*** Material to process ***

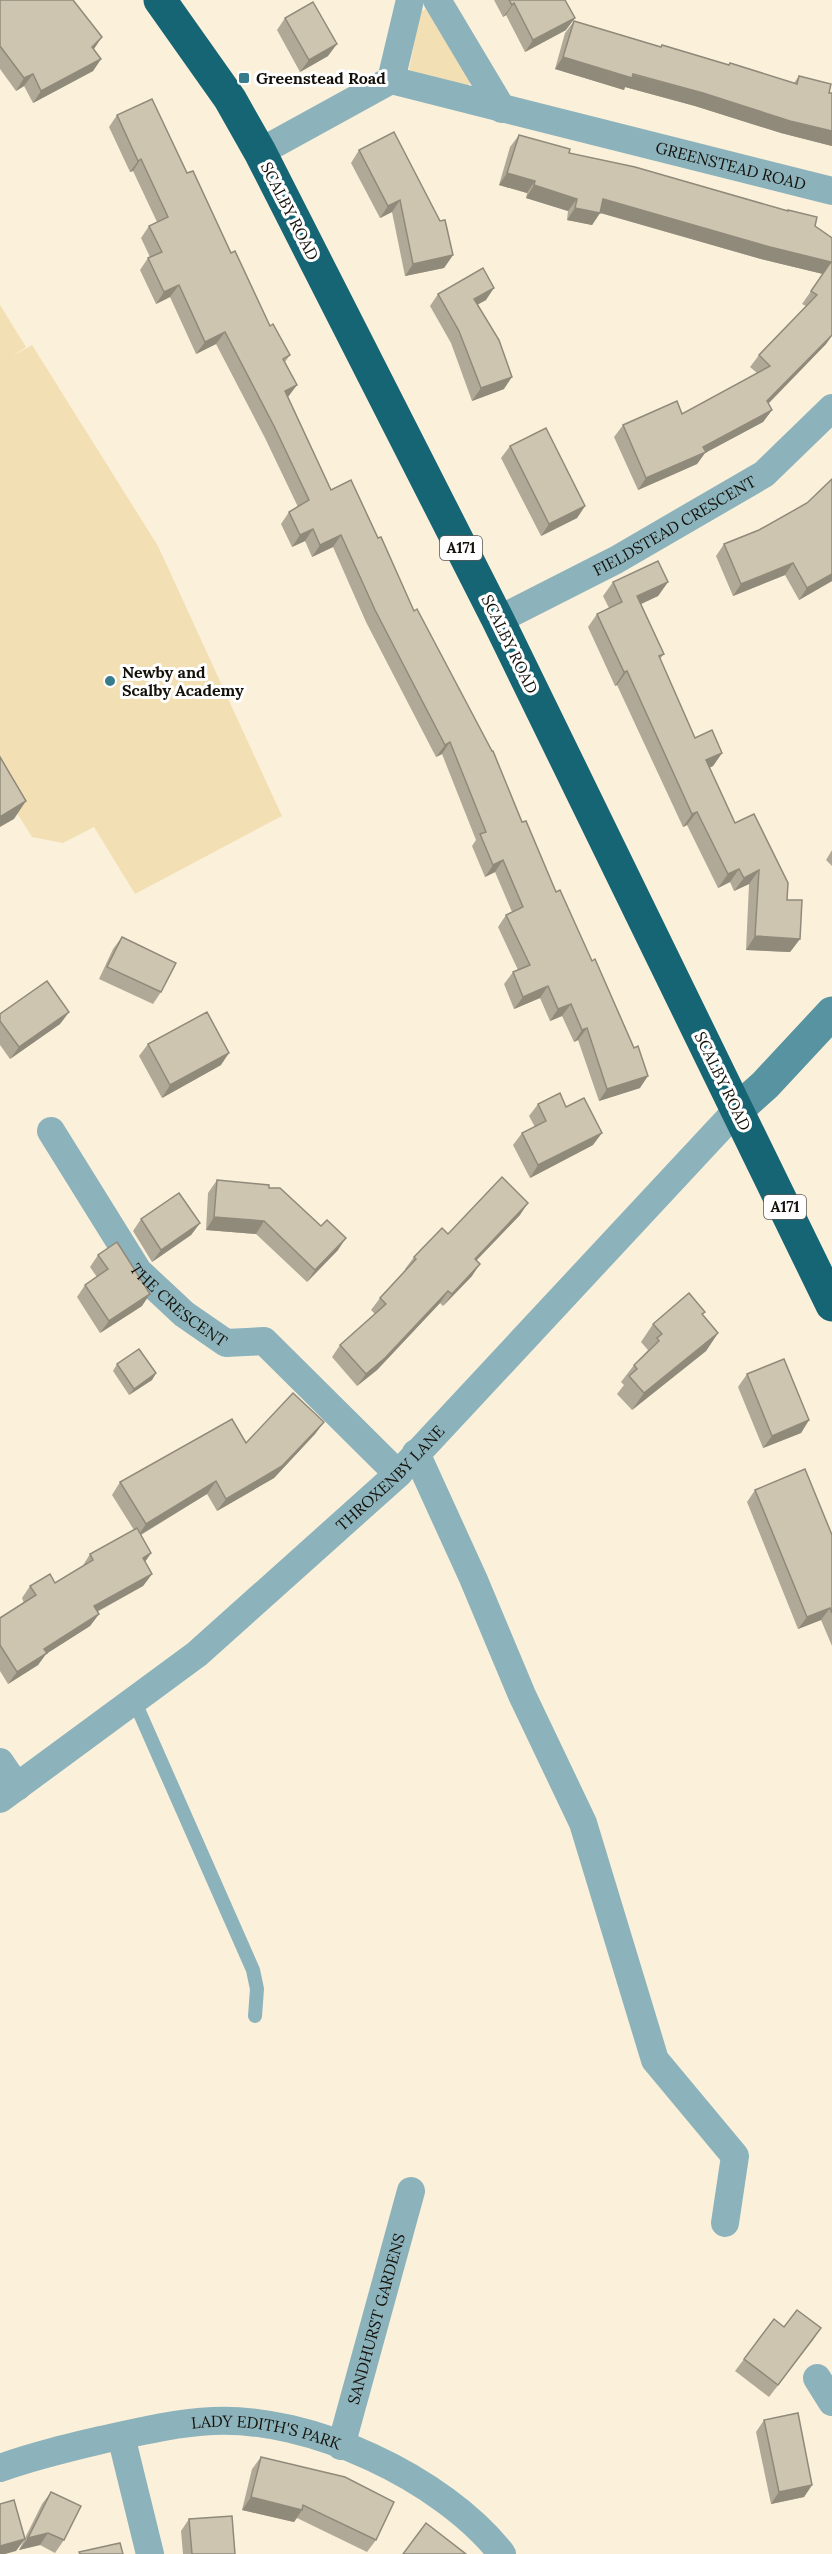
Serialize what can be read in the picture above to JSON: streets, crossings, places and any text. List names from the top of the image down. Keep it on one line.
{"streets":{"highway":["SCALBY ROAD","A171"],"street":["GREENSTEAD ROAD","FIELDSTEAD CRESCENT","THE CRESCENT","THROXENBY LANE","SANDHURST GARDENS","LADY EDITH'S PARK"]},"crossings":[["SCALBY ROAD","FIELDSTEAD CRESCENT"],["SCALBY ROAD","THROXENBY LANE"],["THE CRESCENT","THROXENBY LANE"],["SANDHURST GARDENS","LADY EDITH'S PARK"]],"places":{"transit":["Greenstead Road"],"other":["Newby and Scalby Academy"]}}
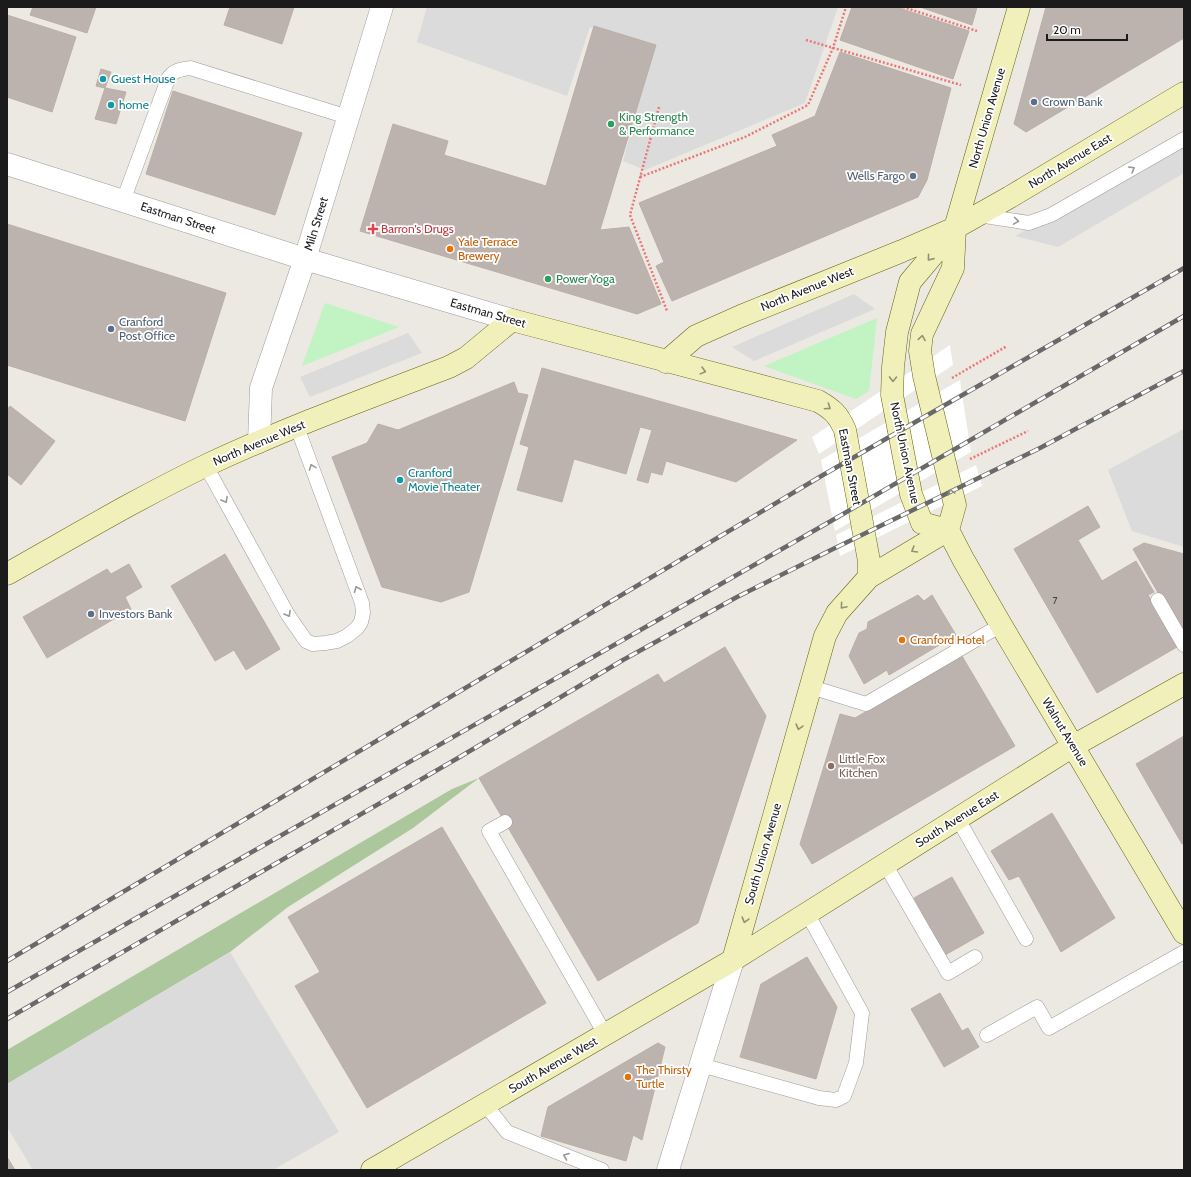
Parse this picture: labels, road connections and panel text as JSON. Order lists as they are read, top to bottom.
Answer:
{
  "streets": {
    "main road": [
      "North Union Avenue",
      "North Avenue East",
      "Eastman Street",
      "North Avenue West",
      "Walnut Avenue",
      "South Avenue East",
      "South Union Avenue",
      "South Avenue West"
    ],
    "street": ["Miln Street"]
  },
  "crossings": [
    ["North Union Avenue", "North Avenue East"],
    ["North Union Avenue", "North Avenue West"],
    ["North Union Avenue", "Walnut Avenue"],
    ["North Union Avenue", "South Union Avenue"],
    ["North Avenue East", "North Avenue West"],
    ["Eastman Street", "Miln Street"],
    ["Eastman Street", "North Avenue West"],
    ["Eastman Street", "South Union Avenue"],
    ["Miln Street", "North Avenue West"],
    ["Walnut Avenue", "South Avenue East"],
    ["Walnut Avenue", "South Union Avenue"],
    ["South Avenue East", "South Union Avenue"],
    ["South Avenue East", "South Avenue West"],
    ["South Union Avenue", "South Avenue West"]
  ],
  "one_way": ["South Union Avenue"],
  "places": {
    "other": [
      "Guest House",
      "Crown Bank",
      "home",
      "King Strength & Performance",
      "Wells Fargo",
      "Yale Terrace Brewery",
      "Power Yoga",
      "Cranford Post Office",
      "Cranford Movie Theater",
      "Investors Bank",
      "Cranford Hotel",
      "Little Fox Kitchen",
      "The Thirsty Turtle"
    ],
    "health": ["Barron's Drugs"]
  },
  "house_numbers": ["7"],
  "scale_bar": "20 m"
}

*** End of Material to process ***

> Exercise objective
An exact repetition of all the records above is required, excluding the pictures.

> Expected output
Serialize what can be read in the picture above to JSON: streets, crossings, places and any text. List names from the top of the image down. Keep it on one line.
{"streets":{"highway":["SCALBY ROAD","A171"],"street":["GREENSTEAD ROAD","FIELDSTEAD CRESCENT","THE CRESCENT","THROXENBY LANE","SANDHURST GARDENS","LADY EDITH'S PARK"]},"crossings":[["SCALBY ROAD","FIELDSTEAD CRESCENT"],["SCALBY ROAD","THROXENBY LANE"],["THE CRESCENT","THROXENBY LANE"],["SANDHURST GARDENS","LADY EDITH'S PARK"]],"places":{"transit":["Greenstead Road"],"other":["Newby and Scalby Academy"]}}
Parse this picture: labels, road connections and panel text as JSON. Order lists as they are read, top to bottom.
Answer:
{
  "streets": {
    "main road": [
      "North Union Avenue",
      "North Avenue East",
      "Eastman Street",
      "North Avenue West",
      "Walnut Avenue",
      "South Avenue East",
      "South Union Avenue",
      "South Avenue West"
    ],
    "street": ["Miln Street"]
  },
  "crossings": [
    ["North Union Avenue", "North Avenue East"],
    ["North Union Avenue", "North Avenue West"],
    ["North Union Avenue", "Walnut Avenue"],
    ["North Union Avenue", "South Union Avenue"],
    ["North Avenue East", "North Avenue West"],
    ["Eastman Street", "Miln Street"],
    ["Eastman Street", "North Avenue West"],
    ["Eastman Street", "South Union Avenue"],
    ["Miln Street", "North Avenue West"],
    ["Walnut Avenue", "South Avenue East"],
    ["Walnut Avenue", "South Union Avenue"],
    ["South Avenue East", "South Union Avenue"],
    ["South Avenue East", "South Avenue West"],
    ["South Union Avenue", "South Avenue West"]
  ],
  "one_way": ["South Union Avenue"],
  "places": {
    "other": [
      "Guest House",
      "Crown Bank",
      "home",
      "King Strength & Performance",
      "Wells Fargo",
      "Yale Terrace Brewery",
      "Power Yoga",
      "Cranford Post Office",
      "Cranford Movie Theater",
      "Investors Bank",
      "Cranford Hotel",
      "Little Fox Kitchen",
      "The Thirsty Turtle"
    ],
    "health": ["Barron's Drugs"]
  },
  "house_numbers": ["7"],
  "scale_bar": "20 m"
}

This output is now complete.